Engineering and Technology
Accurate machine learning force fields via experimental and simulation data fusion
S. Röcken and J. Zavadlav
Explore groundbreaking research by Sebastien Röcken and Julija Zavadlav on leveraging Machine Learning to fuse Density Functional Theory and experimental data for enhanced accuracy in titanium force fields. This innovative approach promises to correct DFT inaccuracies while preserving essential material properties.
~3 min • Beginner • English
Introduction
The study addresses the challenge of developing machine learning (ML) interatomic potentials that are both accurate and efficient for molecular dynamics (MD) simulations. Traditional bottom-up training on ab initio data (typically DFT) provides forces and energies for specific configurations but suffers from limited accuracy compared to higher-level methods, high computational cost, and potential dataset biases or distribution shifts. Top-down training on experimental observables offers richer information per sample but requires MD simulations and complicates gradient computation through long trajectories. The core research question is whether fusing DFT simulation data with experimental measurements during training can correct DFT inaccuracies while preserving broad accuracy and generalization of the ML potential. The work focuses on titanium as a test case and aims to concurrently match experimental mechanical properties and lattice parameters across temperatures while maintaining consistency with DFT energy, force, and virial predictions.
Literature Review
The paper situates itself within efforts to overcome the accuracy/efficiency trade-off in MD via ML potentials trained on quantum data (often DFT) or experimental measurements. While CCSD(T) is the gold standard, it is too costly for large datasets, making DFT the common but imperfect reference, often yielding discrepancies with experiments (e.g., titanium’s temperature-dependent lattice parameters and elastic constants, and phase diagram deviations). Dataset curation and active learning have been used to enhance coverage, but robust uncertainty quantification for NN potentials remains challenging. Top-down approaches have become feasible due to differentiable simulation frameworks; however, direct backpropagation through long trajectories is impractical. The Differentiable Trajectory Reweighting (DiffTRe) method enables training on time-independent observables by reweighting without full backpropagation. Prior hybrid strategies added two-body corrections trained to experimental data on top of fixed ML potentials trained on DFT, but such corrections are limited in reproducing many observables simultaneously.
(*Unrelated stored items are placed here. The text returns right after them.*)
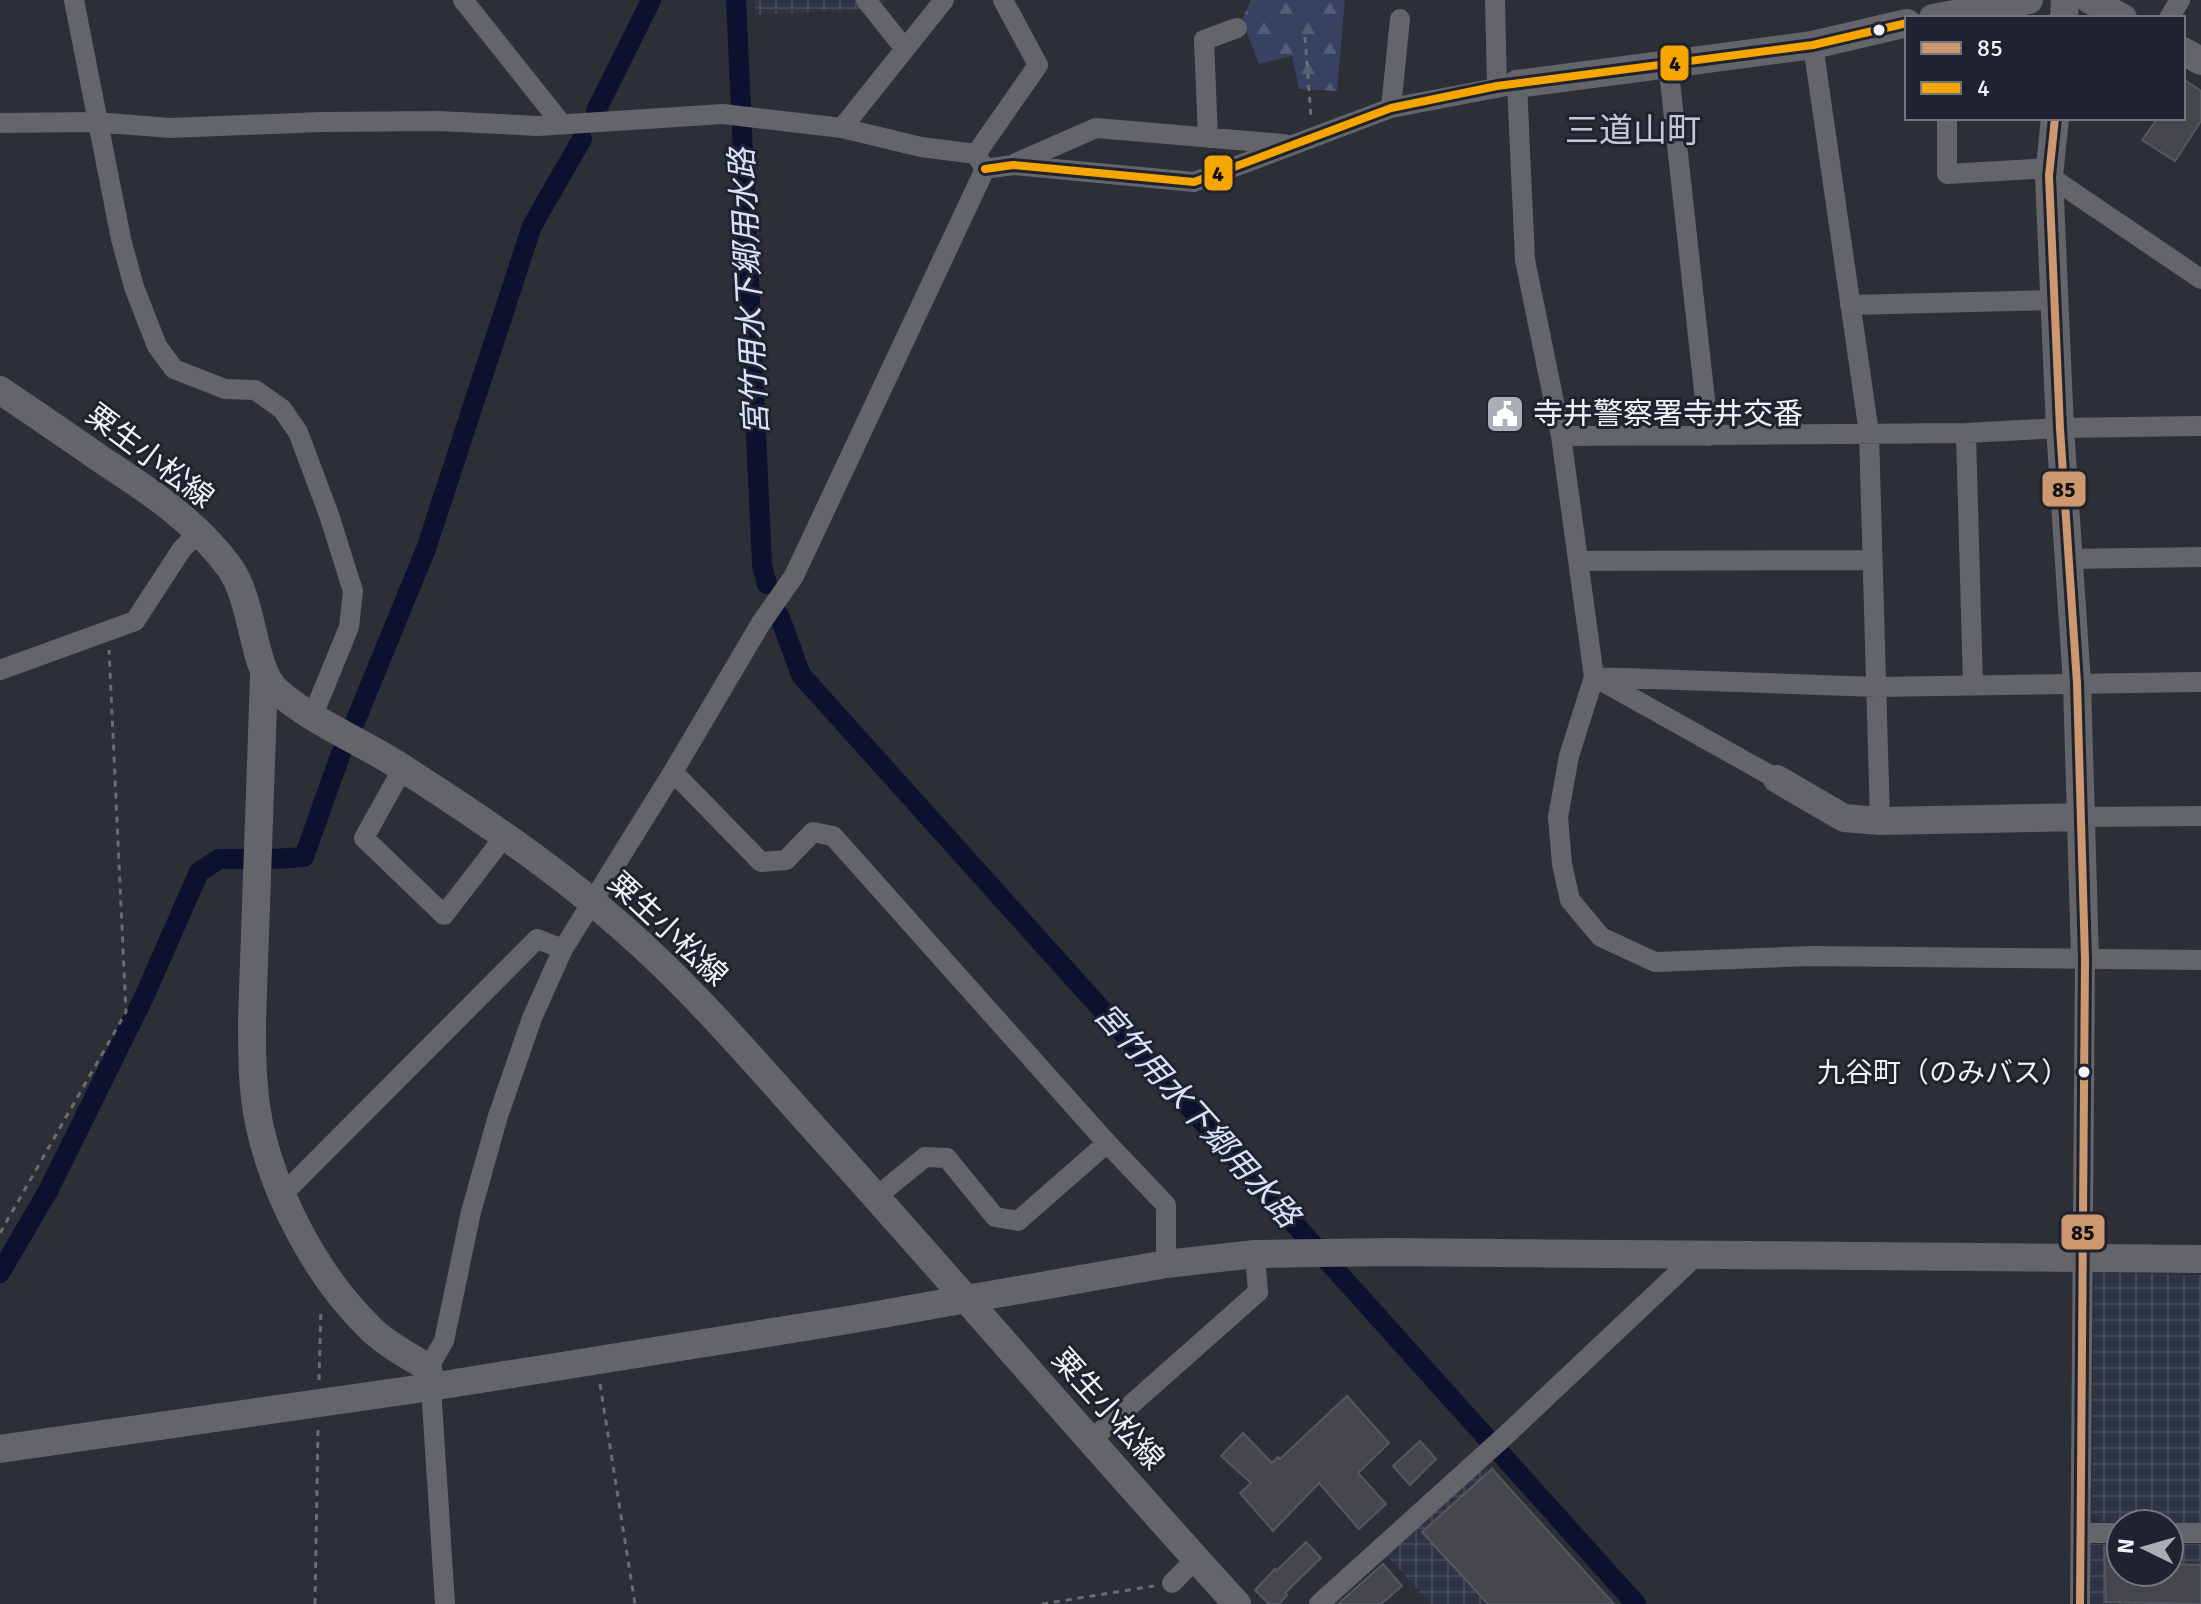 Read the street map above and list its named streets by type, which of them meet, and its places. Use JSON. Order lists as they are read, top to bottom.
{
  "streets": {
    "street": ["粟生小松線"]
  },
  "districts": ["三道山町"],
  "water": ["宮竹用水下郷用水路"],
  "places": {
    "public building": ["寺井警察署寺井交番"],
    "other": ["九谷町（のみバス）"]
  },
  "lines": ["transit line 4", "transit line 85"],
  "legend": ["85", "4"],
  "north": "left"
} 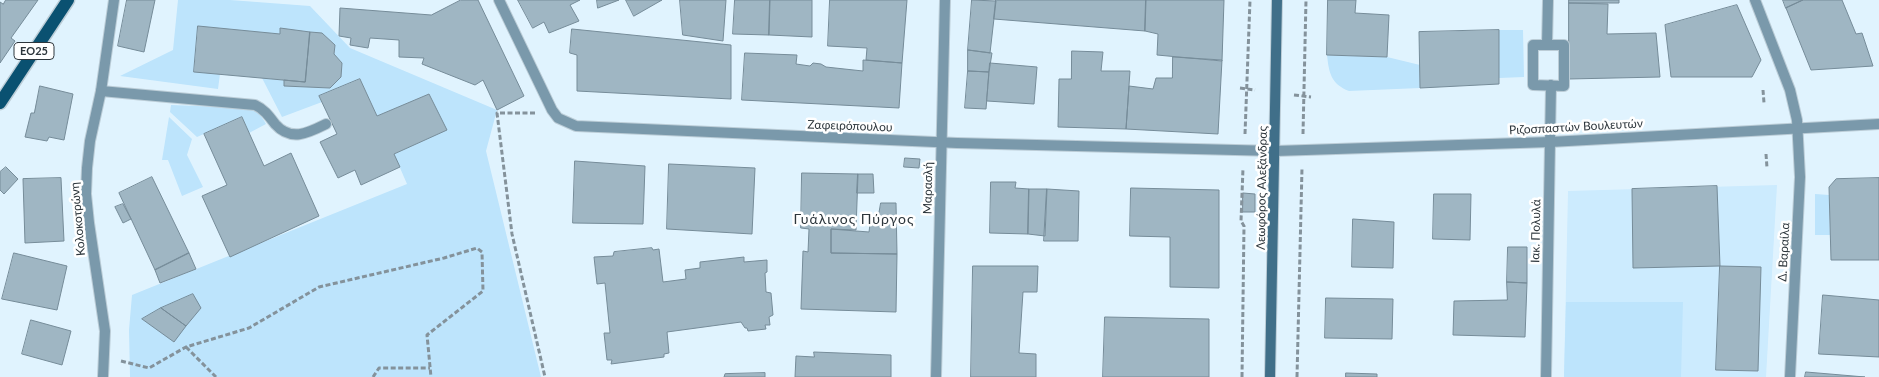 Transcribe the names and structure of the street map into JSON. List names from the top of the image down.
{
  "streets": {
    "main road": ["ΕΟ25", "Λεωφόρος Αλεξάνδρας"],
    "street": [
      "Ζαφειρόπουλου",
      "Ριζοσπαστών Βουλευτών",
      "Μαρασλή",
      "Κολοκοτρώνη",
      "Ιακ. Πολυλά",
      "Δ. Βαραίλα"
    ]
  },
  "crossings": [
    ["Ζαφειρόπουλου", "Ριζοσπαστών Βουλευτών"],
    ["Ζαφειρόπουλου", "Μαρασλή"],
    ["Ζαφειρόπουλου", "Λεωφόρος Αλεξάνδρας"],
    ["Ριζοσπαστών Βουλευτών", "Λεωφόρος Αλεξάνδρας"],
    ["Ριζοσπαστών Βουλευτών", "Ιακ. Πολυλά"],
    ["Ριζοσπαστών Βουλευτών", "Δ. Βαραίλα"]
  ],
  "districts": ["Γυάλινος Πύργος"]
} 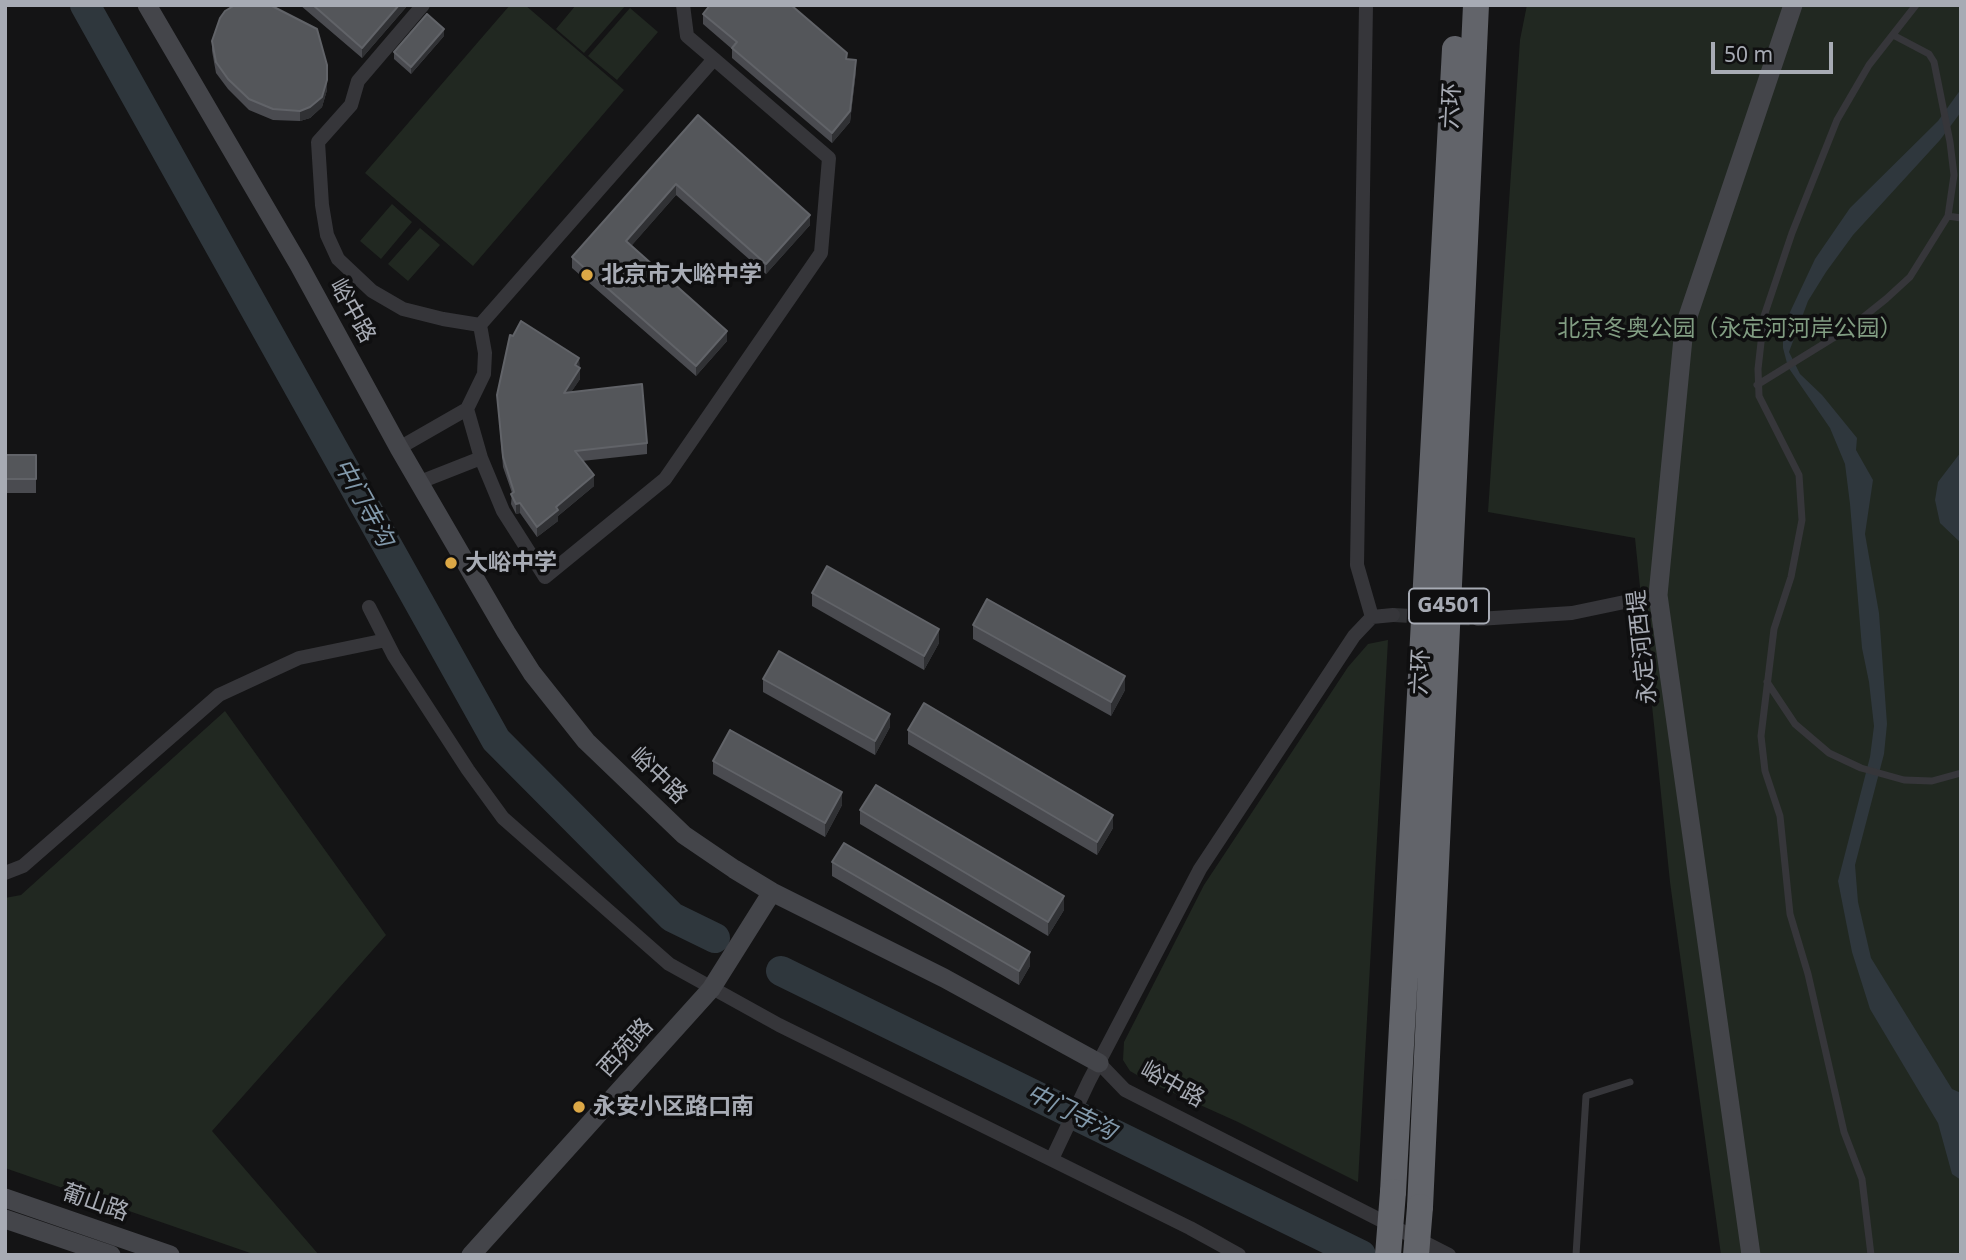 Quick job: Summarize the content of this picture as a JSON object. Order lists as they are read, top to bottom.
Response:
{
  "streets": {
    "highway": ["六环", "G4501"],
    "main road": [
      "峪中路",
      "永定河西堤",
      "西苑路",
      "葡山路"
    ]
  },
  "crossings": [
    ["峪中路", "西苑路"]
  ],
  "water": ["中门寺沟"],
  "parks": ["北京冬奥公园（永定河河岸公园）"],
  "places": ["北京市大峪中学", "大峪中学", "永安小区路口南"],
  "scale_bar": "50 m"
} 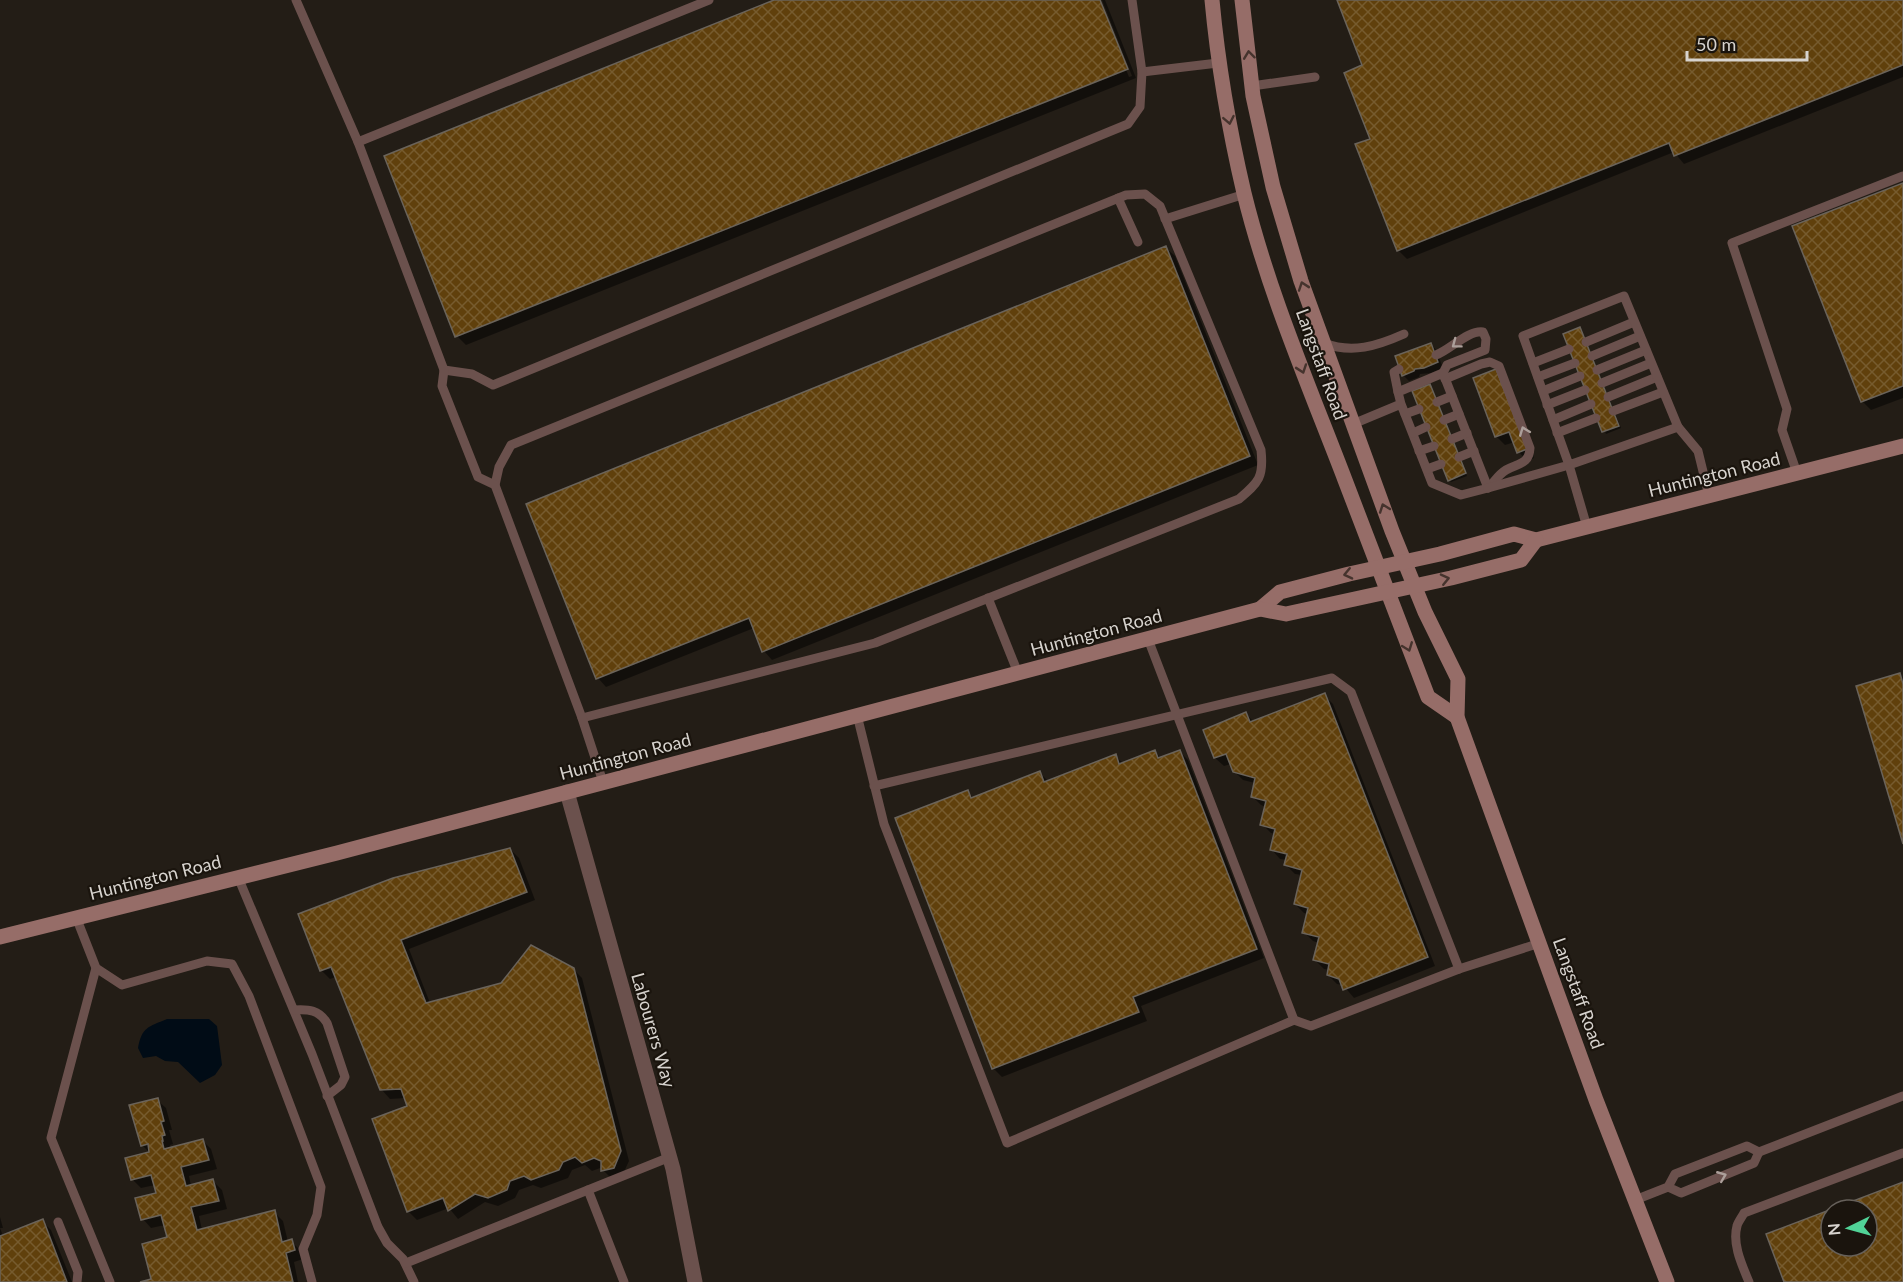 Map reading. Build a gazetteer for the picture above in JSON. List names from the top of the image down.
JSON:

The authors propose training a single deep ML potential that alternates between DFT (bottom-up) and experiment (top-down) trainers to jointly satisfy both data sources.
Methodology
- Model: A message passing graph neural network (GNN) potential based on DimeNet++ implemented in JaxMD. Original hyperparameters are used except that embedding sizes are reduced by a factor of four for speed; cutoff set to 0.5 nm.
- Data: DFT database (previously published) of 5704 samples including equilibrated, strained, and randomly perturbed hcp, bcc, and fcc titanium structures, plus configurations from high-temperature MD and active learning. Experimental targets are temperature-dependent solid-state elastic constants of hcp titanium measured at 22 temperatures from 4–973 K; four temperatures (23, 323, 623, 923 K) are selected for training to reduce cost while assuming temperature transferability. Zero pressure is additionally targeted by evaluating elastic constants in NVT with box sizes fixed to experimental lattice parameters, indirectly constraining lattice constants.
- Training schemes compared:
1) DFT pre-trained: train only on DFT labels (energies, forces, virials).
2) DFT, EXP sequential: initialize from DFT pre-trained, then train only on experimental observables using EXP trainer.
3) DFT & EXP fused: alternate epochs of DFT and EXP trainers starting from DFT pre-trained.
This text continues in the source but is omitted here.